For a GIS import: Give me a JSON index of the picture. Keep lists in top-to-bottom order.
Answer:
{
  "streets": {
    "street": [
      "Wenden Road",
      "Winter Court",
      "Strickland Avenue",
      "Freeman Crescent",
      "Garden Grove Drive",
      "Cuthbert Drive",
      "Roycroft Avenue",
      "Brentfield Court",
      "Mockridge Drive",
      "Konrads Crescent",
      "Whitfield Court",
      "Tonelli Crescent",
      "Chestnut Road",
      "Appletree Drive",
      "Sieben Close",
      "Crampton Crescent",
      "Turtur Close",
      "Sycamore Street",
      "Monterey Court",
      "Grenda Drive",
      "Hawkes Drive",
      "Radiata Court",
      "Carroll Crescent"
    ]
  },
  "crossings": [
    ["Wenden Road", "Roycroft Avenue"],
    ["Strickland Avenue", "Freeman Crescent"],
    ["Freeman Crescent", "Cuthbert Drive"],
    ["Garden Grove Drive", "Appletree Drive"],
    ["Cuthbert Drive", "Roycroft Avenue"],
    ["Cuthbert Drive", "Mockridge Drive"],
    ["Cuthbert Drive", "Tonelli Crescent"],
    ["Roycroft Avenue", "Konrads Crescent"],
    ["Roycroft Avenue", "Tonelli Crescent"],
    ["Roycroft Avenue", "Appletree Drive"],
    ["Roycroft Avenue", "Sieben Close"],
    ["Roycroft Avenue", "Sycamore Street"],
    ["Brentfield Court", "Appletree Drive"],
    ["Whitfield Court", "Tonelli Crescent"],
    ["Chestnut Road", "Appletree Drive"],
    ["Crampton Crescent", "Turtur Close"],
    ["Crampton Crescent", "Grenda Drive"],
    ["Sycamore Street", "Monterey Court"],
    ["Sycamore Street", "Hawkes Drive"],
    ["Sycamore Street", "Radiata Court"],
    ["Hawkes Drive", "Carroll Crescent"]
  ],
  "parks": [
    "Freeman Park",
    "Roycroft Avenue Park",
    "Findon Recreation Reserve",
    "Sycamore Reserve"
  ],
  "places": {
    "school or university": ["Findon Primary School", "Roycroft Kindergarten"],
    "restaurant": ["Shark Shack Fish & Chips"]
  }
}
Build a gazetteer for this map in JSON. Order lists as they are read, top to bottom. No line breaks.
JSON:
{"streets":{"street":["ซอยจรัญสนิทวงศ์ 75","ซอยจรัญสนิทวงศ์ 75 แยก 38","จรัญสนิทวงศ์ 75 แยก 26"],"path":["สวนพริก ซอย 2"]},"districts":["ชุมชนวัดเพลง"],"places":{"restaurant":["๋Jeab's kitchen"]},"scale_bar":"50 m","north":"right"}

▶ **Task to complete**
Lines containing the word "Court": copy every one of them from the records above.

▶ **Exercise response**
      "Winter Court",
      "Brentfield Court",
      "Whitfield Court",
      "Monterey Court",
      "Radiata Court",
    ["Brentfield Court", "Appletree Drive"],
    ["Whitfield Court", "Tonelli Crescent"],
    ["Sycamore Street", "Monterey Court"],
    ["Sycamore Street", "Radiata Court"],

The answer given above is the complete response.